Single by Teya Dora
- Language: Serbian
- Released: March 22, 2023
- Genre: Pop; alternative pop;
- Length: 2:54
- Label: Epic Records Germany
- Composers: Teodora Pavlovska; Luka Jovanović;
- Lyricists: Pavlovska; Jovanović; Slobodan Veljković;
- Producers: Teya Dora; Luxonee;

Teya Dora singles chronology
| "Vozi me" (2022) | "Džanum" (2023) | "ATaMala" (2023) |

Music video
- "Džanum" on YouTube

= Džanum =

"Džanum" (Џанум; canım; ), is a Serbian pop song by Teya Dora. It was released as a single on March 22, 2023 by Epic Records Germany. The song spawned the internet meme "moje more".

== Background ==
The song was written by Teya Dora, Coby and Luxonee. Albino sang the backing vocals. Teya Dora pointed out that it is difficult for her to perform "Džanum" live because it reminds her of her father Dragan, whom she lost in 2021 after a serious and short illness, and for whom this was her favorite song that she composed.

== South Wind ==
"Džanum" was recorded primarily as a soundtrack for the movie South Wind: On the Border, but the sad scene in the movie which the song was supposed to accompany, was removed in post-production. The song later became the title track of the South Wind series. Coby was the one who gave the inspiration for the use of the Serbian word of Turkish origin, džanum, in the text and the first verses; he also influenced its entire creation. The movie's production team asked Teya Dora to create a modern version of a Russian traditional song for the film, but Coby suggested that a new composition should be made. Rebislav Rebić Rebi directed the official music video.

== Reception ==
Soon after its release, "Džanum" achieved great commercial success in the Balkans and later in the world, mostly thanks to the social network TikTok, where it went viral. Some listeners thought the song was good material for Eurovision Song Contest and influenced the singer to enter the Serbian national final for Eurovision 2024, Pesma za Evroviziju '24, which she won and became the Serbian representative at Eurovision.
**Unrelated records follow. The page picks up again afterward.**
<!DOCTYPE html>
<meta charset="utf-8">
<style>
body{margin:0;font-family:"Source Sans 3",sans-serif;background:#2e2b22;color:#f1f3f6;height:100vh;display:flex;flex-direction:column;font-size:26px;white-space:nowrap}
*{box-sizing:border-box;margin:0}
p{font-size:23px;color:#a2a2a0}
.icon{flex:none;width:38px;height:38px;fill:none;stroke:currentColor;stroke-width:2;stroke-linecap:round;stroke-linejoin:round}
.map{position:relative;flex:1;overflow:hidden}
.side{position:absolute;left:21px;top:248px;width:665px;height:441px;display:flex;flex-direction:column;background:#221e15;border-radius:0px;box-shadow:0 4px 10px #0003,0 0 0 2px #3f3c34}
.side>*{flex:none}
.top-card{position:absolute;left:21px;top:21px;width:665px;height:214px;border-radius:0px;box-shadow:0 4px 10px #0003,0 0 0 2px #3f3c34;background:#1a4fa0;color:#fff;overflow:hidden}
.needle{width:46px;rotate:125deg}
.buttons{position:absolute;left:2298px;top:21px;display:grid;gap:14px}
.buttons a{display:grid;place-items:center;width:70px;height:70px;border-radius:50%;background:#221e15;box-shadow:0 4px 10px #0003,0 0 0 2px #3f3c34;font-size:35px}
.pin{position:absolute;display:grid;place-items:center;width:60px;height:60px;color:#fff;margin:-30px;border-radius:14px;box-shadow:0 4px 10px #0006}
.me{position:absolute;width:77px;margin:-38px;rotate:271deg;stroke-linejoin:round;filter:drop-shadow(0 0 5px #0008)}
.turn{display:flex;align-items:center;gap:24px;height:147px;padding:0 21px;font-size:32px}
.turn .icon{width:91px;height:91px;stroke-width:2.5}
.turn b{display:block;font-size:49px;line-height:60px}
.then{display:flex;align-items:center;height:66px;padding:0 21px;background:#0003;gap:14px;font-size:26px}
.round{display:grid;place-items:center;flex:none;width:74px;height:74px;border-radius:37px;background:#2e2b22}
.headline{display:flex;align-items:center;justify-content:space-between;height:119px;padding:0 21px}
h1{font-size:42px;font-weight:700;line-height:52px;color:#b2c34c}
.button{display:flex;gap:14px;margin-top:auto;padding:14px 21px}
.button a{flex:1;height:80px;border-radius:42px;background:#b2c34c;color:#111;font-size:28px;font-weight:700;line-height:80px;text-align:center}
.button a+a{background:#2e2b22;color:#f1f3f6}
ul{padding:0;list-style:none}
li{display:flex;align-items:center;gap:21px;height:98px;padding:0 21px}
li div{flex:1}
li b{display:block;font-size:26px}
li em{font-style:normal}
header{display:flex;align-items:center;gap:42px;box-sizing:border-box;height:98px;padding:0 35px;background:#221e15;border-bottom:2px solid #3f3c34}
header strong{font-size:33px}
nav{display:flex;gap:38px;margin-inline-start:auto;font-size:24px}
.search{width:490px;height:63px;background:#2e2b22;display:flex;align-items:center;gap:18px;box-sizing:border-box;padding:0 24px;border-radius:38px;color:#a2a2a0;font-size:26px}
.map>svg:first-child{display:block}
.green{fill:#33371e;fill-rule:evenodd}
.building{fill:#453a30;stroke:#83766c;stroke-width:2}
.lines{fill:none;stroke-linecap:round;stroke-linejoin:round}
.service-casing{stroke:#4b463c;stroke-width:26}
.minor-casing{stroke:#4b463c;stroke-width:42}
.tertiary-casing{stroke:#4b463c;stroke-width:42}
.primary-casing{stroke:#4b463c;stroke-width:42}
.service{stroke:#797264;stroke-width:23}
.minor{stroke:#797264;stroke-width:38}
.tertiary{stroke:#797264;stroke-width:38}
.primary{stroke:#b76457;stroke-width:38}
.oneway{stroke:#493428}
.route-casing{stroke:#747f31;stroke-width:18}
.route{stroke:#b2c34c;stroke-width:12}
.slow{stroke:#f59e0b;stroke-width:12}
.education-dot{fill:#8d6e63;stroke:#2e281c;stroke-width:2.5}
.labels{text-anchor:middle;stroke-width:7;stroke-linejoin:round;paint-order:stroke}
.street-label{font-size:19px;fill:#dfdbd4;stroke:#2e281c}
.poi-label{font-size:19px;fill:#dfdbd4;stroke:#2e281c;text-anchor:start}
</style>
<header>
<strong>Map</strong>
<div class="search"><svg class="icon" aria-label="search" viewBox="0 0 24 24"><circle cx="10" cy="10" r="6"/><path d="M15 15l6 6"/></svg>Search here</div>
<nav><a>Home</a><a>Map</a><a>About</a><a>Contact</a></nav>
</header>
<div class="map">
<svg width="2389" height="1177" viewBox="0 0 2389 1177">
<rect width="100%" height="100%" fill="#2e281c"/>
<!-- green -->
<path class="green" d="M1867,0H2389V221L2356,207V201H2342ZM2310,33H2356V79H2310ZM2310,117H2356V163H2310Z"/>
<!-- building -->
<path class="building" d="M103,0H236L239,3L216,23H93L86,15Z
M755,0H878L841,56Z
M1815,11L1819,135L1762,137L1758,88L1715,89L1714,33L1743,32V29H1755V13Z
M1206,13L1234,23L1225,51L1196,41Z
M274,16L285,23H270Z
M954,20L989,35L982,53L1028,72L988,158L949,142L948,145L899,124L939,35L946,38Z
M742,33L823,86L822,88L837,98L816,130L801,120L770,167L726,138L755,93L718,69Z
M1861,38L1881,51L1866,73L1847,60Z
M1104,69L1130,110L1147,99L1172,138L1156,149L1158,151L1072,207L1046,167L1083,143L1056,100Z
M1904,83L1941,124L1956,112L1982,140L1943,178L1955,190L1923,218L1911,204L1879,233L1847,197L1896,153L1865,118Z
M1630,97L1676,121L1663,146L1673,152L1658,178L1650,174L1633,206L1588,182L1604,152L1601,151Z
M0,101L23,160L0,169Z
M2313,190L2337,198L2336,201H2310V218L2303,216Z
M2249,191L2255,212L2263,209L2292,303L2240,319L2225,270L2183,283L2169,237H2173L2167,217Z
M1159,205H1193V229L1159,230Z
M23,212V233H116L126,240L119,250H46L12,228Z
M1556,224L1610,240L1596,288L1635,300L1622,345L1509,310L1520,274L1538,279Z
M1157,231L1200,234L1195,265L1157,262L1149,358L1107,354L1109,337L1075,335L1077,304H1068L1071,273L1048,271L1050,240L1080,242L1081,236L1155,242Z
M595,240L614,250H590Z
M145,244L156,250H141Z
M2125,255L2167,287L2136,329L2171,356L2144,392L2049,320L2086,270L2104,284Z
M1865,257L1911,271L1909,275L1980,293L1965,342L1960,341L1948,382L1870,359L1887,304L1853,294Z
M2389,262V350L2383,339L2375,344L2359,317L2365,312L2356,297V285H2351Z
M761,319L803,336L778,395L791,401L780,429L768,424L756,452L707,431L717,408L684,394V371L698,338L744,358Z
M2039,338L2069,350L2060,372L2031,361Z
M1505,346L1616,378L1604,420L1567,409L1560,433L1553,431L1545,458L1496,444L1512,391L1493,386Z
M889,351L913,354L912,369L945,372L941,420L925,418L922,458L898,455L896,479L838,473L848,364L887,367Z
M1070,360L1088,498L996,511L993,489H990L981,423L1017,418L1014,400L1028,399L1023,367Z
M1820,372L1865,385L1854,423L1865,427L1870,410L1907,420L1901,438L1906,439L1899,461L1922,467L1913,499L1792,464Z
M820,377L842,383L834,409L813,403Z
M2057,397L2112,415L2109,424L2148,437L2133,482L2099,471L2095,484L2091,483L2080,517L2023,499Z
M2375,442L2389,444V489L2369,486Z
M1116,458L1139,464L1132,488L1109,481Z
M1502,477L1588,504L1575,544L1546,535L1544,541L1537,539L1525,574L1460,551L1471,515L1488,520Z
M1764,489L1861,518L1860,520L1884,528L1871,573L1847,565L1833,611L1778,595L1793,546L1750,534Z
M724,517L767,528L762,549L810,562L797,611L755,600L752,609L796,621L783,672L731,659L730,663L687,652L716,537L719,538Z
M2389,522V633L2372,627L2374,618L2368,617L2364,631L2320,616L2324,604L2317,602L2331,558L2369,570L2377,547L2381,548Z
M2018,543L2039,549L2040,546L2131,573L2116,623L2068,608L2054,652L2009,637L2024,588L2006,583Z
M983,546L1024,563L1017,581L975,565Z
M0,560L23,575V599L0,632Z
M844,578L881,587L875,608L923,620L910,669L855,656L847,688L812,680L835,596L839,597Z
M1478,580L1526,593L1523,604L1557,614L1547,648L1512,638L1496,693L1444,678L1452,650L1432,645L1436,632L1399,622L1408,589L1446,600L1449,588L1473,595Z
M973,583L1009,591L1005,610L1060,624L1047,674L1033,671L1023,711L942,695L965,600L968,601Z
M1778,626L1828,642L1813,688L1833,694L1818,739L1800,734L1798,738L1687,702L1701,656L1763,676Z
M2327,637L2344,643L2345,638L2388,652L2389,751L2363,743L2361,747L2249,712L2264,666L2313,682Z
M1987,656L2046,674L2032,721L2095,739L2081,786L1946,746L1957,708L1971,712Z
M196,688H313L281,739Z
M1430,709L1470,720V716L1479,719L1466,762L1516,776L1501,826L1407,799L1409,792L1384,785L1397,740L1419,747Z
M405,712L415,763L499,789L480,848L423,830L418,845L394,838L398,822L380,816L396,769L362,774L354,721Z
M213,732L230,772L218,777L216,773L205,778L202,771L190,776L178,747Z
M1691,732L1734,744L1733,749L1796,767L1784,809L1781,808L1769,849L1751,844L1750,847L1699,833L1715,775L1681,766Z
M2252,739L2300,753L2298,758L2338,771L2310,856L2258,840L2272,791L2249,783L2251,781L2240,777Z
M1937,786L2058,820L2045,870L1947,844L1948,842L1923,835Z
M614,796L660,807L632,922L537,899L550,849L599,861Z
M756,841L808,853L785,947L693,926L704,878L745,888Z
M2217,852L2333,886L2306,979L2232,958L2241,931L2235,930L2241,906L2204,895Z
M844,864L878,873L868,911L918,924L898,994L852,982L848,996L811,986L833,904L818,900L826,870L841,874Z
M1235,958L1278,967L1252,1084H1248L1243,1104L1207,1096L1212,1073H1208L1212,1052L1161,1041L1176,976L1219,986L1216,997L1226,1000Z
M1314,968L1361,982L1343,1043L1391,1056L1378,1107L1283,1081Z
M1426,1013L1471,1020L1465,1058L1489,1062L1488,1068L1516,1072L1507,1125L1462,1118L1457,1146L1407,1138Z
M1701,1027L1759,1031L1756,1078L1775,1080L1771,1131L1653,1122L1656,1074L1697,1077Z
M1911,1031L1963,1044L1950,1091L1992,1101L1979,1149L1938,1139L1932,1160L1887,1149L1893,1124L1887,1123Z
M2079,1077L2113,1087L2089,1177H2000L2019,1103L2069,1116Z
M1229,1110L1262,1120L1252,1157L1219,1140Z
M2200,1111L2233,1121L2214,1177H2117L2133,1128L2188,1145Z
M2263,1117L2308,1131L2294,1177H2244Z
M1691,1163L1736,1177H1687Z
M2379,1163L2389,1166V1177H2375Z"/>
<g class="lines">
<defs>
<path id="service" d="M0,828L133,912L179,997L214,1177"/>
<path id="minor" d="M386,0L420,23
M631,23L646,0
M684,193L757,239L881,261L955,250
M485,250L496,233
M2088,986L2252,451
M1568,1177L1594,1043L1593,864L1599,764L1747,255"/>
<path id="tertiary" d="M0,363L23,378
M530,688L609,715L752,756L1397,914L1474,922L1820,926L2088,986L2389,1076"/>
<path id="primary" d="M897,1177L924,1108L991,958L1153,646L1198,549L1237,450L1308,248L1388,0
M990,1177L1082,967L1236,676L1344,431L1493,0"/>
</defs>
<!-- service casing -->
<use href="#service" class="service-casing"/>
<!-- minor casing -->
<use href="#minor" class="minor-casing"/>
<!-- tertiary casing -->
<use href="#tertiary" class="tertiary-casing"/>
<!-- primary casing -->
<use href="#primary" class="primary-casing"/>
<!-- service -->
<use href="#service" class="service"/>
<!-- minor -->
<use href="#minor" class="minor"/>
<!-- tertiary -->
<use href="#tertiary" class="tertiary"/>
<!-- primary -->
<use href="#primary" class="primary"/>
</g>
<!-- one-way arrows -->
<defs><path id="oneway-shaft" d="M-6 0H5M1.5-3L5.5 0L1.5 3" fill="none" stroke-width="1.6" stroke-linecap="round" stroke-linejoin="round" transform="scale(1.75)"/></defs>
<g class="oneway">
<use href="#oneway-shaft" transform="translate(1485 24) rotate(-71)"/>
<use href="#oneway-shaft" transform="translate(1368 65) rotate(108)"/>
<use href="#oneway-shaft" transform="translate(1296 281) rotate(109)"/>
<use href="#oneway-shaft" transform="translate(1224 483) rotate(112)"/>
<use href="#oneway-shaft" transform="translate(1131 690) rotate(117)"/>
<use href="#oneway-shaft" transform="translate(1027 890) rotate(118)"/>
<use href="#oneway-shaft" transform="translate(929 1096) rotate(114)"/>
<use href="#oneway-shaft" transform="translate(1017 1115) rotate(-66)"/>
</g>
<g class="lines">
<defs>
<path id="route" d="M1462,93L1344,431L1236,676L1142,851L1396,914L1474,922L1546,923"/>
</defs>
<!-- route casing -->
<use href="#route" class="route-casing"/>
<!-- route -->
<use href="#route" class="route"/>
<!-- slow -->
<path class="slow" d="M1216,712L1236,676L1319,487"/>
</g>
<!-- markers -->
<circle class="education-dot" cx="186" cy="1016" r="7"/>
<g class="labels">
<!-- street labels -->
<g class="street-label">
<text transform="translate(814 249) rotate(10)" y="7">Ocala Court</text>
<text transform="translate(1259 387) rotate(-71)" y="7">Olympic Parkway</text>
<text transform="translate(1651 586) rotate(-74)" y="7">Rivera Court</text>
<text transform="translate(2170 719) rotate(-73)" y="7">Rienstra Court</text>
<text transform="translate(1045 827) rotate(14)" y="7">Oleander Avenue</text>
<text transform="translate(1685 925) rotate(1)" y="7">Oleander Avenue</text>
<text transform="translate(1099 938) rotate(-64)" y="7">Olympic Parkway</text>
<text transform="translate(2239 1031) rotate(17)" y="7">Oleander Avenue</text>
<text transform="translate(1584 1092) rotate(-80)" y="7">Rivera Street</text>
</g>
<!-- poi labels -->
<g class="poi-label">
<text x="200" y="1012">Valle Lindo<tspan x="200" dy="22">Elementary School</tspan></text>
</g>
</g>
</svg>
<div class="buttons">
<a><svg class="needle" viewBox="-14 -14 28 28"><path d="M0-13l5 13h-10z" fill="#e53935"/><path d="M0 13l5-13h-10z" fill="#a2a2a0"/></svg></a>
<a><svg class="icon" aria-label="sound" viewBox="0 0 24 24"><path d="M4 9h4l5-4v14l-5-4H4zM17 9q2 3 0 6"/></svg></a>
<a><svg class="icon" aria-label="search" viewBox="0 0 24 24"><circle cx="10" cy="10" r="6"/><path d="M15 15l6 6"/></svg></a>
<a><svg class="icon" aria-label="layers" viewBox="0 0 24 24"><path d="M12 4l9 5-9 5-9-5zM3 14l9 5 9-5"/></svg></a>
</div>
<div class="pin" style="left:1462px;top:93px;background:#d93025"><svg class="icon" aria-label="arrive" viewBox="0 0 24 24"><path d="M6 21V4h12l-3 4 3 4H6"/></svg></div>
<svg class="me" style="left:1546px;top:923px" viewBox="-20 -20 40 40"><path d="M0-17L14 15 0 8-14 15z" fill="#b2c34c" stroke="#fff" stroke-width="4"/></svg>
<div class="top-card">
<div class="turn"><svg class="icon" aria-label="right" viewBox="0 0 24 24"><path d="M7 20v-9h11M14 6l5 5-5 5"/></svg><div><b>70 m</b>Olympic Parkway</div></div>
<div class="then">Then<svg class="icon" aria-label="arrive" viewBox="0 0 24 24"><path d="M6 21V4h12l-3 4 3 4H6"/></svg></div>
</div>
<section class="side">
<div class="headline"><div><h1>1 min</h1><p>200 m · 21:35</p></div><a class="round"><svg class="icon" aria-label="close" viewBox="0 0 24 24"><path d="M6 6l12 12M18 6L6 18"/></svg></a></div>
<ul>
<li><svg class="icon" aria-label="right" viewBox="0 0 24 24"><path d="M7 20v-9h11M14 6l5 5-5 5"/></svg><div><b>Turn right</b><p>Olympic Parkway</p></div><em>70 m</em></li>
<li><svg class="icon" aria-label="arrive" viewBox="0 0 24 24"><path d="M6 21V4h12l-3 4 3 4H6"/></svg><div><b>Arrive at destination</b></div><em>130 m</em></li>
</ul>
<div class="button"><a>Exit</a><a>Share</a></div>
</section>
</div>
In April, the single peaked at 6th place on the Billboard Croatia Songs chart in Croatia. In May 2023, on the list of the 200 most searched songs according to the music search engine Shazam, the song peaked at number 2 globally. On May 22, "Džanum" ranked 4th on Spotify's Global Viral Songs Chart. In June, Teya Dora also became the third Serbian artist to surpass one million monthly listeners on the aforementioned streaming service.

In the first 6 months, the song reached over 42 million listens on Spotify. It is also the background track in over 800,000 videos on Instagram and 200,000 on TikTok, later reaching more than one and a half billion views on the same platforms. It became the first song in the Serbian language to surpass one million likes on YouTube. In September 2023, Teya Dora reached 3 million listeners on Spotify, a new record for a Serbian artist. The song also received numerous radio plays on radio stations across the world; notably in Europe, Asia, South America, Canada, Australia, Africa, and the United States. The song has been covered by many artists around the world, including Indian singer Ayushmann Kurrana, Bulgarian singer Andrea, Russian singer Sami, and others. The song has over 100 million streams on Spotify.

The song was featured in numerous videos regarding the Vladislav Ribnikar Elementary School in Belgrade due to its sad melody and lyrics, but also in other viral videos with similar topics. The song went diamond in Turkey, platinum in India and gold in numerous European countries. The song has been translated into 198 languages.

The song went viral on TikTok, generating the internet meme "Moye moye".

== Charts ==

Chart performance for "Džanum"
| Chart (2023) | Peak position |
|---|---|
| Austria (Ö3 Austria Top 40) | 43 |
| Croatia (Billboard) | 6 |

== Certifications ==

Certifications for "Džanum"
| Region | Certification | Certified units/sales |
| Hungary (MAHASZ) | Gold | 2,000^{‡} |
| Poland (ZPAV) | Gold | 25,000^{‡} |
^{‡} Sales+streaming figures based on certification alone.